O artesanato peruano é simplesmente fantástico. Metais, pedras, cerâmica, madeira e tecidos. Arte popular pura[8]. Lima é a vitrine do país. Não precisa ficar batendo cabeça como cabra cega pelas montanhas para comprar uma peça aqui e outra ali. Mas, o que mais nos impressionou foi a organização. Tanto no centro como em Miraflores os comerciantes do gênero estão arrumados em boxes instalados em prédios que parecem shopings. Não são "camelodromos" escondidos do público, nem estão confinados em sítios remotos. Estão nas rotas do público passante. São importantes para a economia urbana e parece que o governo dá muita atenção a isto.

O ponto negativo da cidade é o transporte de massa. Não existem metrô, nem bondes elétricos e toda a locomoção é feita através de microônibus, vans e similares, normalmente abarrotados, pilotados por motoristas tresloucados, que correm de um lado para o outro. Os táxis são numerosos mas não usam taxímetro. Alguns possuem uma tabela. É engraçado, você antes de entrar deve negociar a corrida. Pelo mesmo trecho uns lhe pedem 10 soles[9] e outros 5. O trânsito é intenso. Muito fiscalizado. Muitas sinaleiras e faixas para pedestres. Guardas de trânsito em cada canto, uniformizados como se fossem para desfile. Mas, ao contrário de Val Paraíso (no Chile) onde respeitar o pedestre na faixa branca é uma questão de honra nacional, aqui se cuide, se o sinal estiver aberto para eles saia de baixo, pois passam por cima.

A frota de carros é, de modo geral, velha. Sintoma de que a classe média não vai bem [10]. Comparada à do Brasil estimamos que a média dos carros sejam da década de 1990. Em pior estado estão os táxis (principalmente os pintados de amarelo), parecem não ter amortecedores. Lemos, em jornal local, que o governo vai financiar a troca desses veículos. O Peru não fabrica carros e os importa principalmente do Japão e da Coréia.

Sentimos-nos seguros em Lima. Andamos muito, pois uma cidade só se conhece de pés. Vocês dirão que foi só em zona turística. Mas não foi não! Visitamos todo o centro. Evidente que não fomos para a periferia, onde instalaram os pobres, pois ficava longe. Porém não acreditamos que os pobres sejam sinônimos de insegurança.

Lima possui a maior concentração de policiais por metro quadrado entre a cidades que conhecemos. Muita polícia nas ruas parece até que esperam por uma guerra. Armados até os dentes. Motorizados (em carros e motocicletas novos), orientando e até fiscalizando as crianças nos parques.

Não vimos pedintes e miseráveis. Nenhum trombadinha ou criança fazendo malabarismo no meio do trânsito; pouquíssimos pedintes (em 7 dias só fomos abordados por três, assim mesmo timidamente, sem insistência). Não fomos importunados em nenhum momento. São pouquíssimos os ambulantes, circulando, oferecendo algum produto.

A cidade está toda embandeirada. É a semana da independência. Vermelho e branco para todos os lados. Não sabemos se os peruanos são tão patriotas como pensávamos, pois os guias turísticos nos disseram que colocar bandeiras nos prédios é obrigatório por lei. Quem não coloca paga multa...

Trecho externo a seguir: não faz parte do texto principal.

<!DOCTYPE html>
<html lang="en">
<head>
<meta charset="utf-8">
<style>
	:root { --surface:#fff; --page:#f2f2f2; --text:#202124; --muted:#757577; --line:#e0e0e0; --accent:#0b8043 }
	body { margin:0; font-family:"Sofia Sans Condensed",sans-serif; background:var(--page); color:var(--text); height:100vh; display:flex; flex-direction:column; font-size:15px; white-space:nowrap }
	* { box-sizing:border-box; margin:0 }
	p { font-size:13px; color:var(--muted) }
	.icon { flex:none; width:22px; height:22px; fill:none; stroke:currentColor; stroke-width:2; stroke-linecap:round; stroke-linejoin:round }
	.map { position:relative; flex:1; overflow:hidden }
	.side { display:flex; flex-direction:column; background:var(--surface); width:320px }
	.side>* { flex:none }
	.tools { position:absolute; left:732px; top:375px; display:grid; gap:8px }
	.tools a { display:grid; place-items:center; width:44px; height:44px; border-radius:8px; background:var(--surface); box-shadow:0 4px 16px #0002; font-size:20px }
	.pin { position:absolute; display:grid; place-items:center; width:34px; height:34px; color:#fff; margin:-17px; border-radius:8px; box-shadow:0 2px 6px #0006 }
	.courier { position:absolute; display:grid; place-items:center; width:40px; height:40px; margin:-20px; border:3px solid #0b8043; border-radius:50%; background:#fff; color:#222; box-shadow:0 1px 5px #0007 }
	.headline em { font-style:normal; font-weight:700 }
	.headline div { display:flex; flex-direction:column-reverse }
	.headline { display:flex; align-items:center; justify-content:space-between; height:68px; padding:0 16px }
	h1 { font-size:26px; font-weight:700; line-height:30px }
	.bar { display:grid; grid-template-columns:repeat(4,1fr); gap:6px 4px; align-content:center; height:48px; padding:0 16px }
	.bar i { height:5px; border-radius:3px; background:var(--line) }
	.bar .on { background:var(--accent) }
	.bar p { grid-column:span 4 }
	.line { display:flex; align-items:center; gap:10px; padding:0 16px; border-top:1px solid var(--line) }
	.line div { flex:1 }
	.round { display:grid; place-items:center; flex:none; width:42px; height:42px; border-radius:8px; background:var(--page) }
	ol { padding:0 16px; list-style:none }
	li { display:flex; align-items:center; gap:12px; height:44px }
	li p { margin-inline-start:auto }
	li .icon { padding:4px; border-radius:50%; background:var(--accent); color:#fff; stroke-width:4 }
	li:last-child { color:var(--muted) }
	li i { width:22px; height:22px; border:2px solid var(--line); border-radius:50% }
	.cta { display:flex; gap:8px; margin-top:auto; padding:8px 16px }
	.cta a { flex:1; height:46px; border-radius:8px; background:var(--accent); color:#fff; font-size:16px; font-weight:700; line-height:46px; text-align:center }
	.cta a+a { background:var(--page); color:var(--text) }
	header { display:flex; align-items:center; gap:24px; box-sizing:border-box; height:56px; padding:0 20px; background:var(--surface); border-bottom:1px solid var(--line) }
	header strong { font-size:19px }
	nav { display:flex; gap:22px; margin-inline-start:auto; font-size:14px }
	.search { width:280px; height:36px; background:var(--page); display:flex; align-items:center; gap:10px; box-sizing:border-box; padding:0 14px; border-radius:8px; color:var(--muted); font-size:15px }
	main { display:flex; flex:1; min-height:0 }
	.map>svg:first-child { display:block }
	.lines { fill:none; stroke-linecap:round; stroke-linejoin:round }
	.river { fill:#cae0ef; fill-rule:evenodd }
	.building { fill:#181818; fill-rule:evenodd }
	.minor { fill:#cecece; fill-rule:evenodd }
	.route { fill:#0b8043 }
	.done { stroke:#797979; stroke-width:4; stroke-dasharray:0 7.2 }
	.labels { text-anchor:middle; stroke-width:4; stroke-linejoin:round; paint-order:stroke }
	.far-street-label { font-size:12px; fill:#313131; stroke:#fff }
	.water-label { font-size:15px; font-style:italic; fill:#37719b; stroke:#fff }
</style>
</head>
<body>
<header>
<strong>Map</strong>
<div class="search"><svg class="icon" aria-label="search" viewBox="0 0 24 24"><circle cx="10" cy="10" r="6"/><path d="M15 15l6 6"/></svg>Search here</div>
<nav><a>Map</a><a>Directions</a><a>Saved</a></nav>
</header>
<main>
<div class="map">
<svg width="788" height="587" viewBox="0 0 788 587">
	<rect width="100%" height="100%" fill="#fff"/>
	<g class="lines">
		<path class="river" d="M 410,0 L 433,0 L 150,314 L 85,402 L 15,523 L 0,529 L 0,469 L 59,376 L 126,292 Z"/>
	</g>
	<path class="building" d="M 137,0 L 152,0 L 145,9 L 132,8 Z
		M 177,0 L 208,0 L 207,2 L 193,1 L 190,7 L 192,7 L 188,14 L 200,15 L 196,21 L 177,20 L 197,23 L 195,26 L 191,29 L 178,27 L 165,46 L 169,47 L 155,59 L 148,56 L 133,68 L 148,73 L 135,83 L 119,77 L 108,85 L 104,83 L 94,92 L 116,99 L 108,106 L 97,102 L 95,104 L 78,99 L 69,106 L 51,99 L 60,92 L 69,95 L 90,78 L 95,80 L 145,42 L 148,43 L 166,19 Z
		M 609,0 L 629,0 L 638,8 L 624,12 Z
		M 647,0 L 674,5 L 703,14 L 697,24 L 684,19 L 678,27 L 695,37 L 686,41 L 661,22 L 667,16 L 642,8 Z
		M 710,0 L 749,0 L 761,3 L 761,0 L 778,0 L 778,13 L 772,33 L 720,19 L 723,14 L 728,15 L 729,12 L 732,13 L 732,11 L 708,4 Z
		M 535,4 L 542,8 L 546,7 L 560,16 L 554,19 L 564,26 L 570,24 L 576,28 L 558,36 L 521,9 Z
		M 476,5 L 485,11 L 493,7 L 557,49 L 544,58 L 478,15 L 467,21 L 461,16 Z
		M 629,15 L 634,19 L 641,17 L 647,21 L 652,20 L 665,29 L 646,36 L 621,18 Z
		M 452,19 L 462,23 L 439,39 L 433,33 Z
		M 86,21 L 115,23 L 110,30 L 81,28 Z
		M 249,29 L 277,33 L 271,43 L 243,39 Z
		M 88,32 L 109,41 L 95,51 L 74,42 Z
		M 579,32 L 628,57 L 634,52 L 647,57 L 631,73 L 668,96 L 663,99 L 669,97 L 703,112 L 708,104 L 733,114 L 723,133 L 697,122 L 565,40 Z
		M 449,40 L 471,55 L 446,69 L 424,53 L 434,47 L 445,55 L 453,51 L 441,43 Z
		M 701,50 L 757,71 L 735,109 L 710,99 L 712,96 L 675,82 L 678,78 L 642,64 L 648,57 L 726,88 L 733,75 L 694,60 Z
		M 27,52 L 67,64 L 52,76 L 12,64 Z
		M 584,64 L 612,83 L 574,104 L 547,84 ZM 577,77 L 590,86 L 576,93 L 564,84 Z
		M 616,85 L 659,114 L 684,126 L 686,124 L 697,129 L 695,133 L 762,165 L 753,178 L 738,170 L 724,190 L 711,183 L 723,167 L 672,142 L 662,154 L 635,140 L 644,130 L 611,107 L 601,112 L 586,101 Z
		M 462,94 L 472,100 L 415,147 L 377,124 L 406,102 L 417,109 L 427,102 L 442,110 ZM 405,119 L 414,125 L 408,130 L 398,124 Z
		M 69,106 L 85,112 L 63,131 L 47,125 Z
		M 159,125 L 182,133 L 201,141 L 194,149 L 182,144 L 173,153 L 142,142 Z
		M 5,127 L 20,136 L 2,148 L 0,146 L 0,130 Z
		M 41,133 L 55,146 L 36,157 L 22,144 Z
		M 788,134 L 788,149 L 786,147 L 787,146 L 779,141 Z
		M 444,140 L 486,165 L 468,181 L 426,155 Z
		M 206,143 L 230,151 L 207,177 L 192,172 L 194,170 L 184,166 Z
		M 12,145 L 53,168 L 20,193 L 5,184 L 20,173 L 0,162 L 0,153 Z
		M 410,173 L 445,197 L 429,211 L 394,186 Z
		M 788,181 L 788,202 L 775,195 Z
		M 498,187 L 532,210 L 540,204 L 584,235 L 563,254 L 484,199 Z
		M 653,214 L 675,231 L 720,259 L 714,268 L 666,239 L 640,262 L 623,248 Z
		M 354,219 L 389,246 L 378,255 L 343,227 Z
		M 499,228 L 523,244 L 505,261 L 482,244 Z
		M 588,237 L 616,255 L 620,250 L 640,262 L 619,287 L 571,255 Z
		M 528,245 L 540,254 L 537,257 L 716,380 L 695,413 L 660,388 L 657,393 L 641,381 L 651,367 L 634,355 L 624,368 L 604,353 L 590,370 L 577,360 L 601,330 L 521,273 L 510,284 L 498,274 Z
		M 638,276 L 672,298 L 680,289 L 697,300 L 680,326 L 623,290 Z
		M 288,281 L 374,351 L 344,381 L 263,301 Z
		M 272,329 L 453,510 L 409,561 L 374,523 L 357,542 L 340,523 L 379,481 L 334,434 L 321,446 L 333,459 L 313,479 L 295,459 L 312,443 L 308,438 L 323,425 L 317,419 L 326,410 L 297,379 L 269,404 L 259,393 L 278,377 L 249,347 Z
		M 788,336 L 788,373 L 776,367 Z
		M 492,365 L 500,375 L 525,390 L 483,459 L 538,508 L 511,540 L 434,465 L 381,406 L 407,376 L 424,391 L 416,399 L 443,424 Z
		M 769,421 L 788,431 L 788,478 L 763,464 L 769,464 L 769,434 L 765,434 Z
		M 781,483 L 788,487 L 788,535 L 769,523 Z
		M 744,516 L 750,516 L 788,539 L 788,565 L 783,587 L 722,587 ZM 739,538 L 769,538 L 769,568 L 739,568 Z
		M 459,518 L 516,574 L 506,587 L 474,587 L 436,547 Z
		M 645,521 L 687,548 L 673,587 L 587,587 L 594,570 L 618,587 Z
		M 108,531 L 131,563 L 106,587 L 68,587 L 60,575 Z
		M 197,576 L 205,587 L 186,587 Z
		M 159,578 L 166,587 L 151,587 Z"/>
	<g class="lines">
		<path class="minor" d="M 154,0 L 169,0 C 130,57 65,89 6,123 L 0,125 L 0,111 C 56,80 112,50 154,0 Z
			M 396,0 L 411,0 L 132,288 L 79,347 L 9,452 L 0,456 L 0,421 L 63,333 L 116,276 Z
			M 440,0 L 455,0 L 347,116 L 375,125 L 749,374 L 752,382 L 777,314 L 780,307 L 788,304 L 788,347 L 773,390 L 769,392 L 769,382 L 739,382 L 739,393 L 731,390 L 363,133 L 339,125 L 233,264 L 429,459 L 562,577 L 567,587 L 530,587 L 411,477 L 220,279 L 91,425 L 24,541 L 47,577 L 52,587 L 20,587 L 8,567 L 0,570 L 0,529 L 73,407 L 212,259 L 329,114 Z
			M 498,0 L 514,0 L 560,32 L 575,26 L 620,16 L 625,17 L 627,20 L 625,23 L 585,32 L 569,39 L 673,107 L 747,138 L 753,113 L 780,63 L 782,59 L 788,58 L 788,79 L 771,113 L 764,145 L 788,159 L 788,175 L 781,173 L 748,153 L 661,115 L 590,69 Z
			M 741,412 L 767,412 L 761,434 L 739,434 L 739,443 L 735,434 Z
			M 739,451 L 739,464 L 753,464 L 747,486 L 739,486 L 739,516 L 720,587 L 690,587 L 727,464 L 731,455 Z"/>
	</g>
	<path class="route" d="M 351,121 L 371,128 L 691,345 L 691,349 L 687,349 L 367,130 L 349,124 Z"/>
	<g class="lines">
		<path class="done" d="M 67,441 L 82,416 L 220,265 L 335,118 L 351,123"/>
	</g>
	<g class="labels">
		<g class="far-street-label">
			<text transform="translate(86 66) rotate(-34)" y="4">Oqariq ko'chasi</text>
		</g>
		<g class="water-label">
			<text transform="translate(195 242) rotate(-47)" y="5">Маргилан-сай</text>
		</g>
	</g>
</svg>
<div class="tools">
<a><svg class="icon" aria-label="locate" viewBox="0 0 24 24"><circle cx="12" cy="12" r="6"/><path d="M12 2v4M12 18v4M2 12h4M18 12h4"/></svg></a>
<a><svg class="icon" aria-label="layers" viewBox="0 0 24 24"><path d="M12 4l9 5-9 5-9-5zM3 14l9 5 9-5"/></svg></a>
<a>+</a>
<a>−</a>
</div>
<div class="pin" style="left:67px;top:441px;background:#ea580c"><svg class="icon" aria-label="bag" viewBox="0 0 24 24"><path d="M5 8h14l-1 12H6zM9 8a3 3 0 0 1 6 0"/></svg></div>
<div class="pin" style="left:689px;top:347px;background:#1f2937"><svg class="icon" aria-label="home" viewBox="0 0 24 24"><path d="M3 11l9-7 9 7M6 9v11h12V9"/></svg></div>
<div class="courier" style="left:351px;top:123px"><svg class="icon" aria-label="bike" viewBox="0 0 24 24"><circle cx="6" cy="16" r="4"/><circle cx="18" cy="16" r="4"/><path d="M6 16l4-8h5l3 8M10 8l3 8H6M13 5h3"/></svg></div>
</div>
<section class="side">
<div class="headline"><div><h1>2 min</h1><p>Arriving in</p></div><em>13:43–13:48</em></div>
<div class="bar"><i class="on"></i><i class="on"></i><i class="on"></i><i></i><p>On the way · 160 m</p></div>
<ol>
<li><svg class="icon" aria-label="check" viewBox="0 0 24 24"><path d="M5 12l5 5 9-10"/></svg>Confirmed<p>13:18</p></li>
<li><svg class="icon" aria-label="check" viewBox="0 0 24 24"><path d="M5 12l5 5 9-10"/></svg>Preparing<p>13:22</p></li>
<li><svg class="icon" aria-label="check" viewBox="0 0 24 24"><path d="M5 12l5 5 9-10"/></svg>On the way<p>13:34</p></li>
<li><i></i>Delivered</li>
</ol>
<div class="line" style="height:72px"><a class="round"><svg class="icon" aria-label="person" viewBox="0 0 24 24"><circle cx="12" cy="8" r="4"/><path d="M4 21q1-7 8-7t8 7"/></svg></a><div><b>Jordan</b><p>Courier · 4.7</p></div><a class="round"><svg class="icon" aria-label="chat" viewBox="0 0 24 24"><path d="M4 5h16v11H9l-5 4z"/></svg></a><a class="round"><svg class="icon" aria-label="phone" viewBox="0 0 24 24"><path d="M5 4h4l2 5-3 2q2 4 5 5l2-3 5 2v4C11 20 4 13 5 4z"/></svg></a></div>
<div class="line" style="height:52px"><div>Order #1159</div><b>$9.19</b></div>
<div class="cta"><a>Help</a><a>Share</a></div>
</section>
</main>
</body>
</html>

O país vive uma democracia (política) que parece plena. Pelo menos a imprensa é livre e fala o que lhe dá na telha. Agora mesmo, em alguns tablóides radicais, o Presidente está sendo xingado de ! Asesino! Vende Pátria! e estão pedindo o paredão para ele, devido ao massacre de centenas de indígenas na Amazônia Peruana.[11]

O povo que vimos é simpático, gentil e educado. Não é feio como os mexicanos nem obeso como os norte-americanos. Muita influência de imigrantes chineses, japoneses, italianos e negros. Estes últimos escassos em Lima. São baixinhos e as chicas são uns doces. Pequeninas e bonitas, quando jovens, apreciáveis calipígias e peitos pequenos. Falam muito, como é da espécie, porém com um estilo meigo e suave, como o das baianas (inexcedível) e diferente do gralhar das argentinas e do rouquenho pré-enfisema das espanholas. Os homens são circunspetos.

Em Lima se come muito bem. A mistura da culinária dos imigrantes com a cozinha crioula gerou pratos deliciosos. Entre todos os pratos o Ceviche (ou Cebiche) é irrecusável. Quem não o provar não foi ao Peru.

A bebida nacional é o pisco. Aguardente derivado do mosto da uva. É forte, porém misturam-no com limão, clara de ovo e outras coisas e surge o "pisco sour". Ao que tudo indica o produto é peruano legítimo. Apesar de também ser produzido pelos chilenos, uns hermanos pedantes e mal criados que reclamam da originalidade peruana. É o que dá não se possuir um sistema de regulação da denominação de origem demarcada como na Europa, por exemplo.

Atenção velhinhas viciadas em bingos. No Peru o jogo é livre. Segundo versão dos locais somente em Lima funcionam cerca de 2 mil cassinos.

Não entendemos por quais motivos, numa cidade tão úmida, existem tantas fontes e chafarizes. Que funcionam !E, no dia nacional do pisco, em algumas, no lugar da água, jorra o pisco. Viva los borrachos!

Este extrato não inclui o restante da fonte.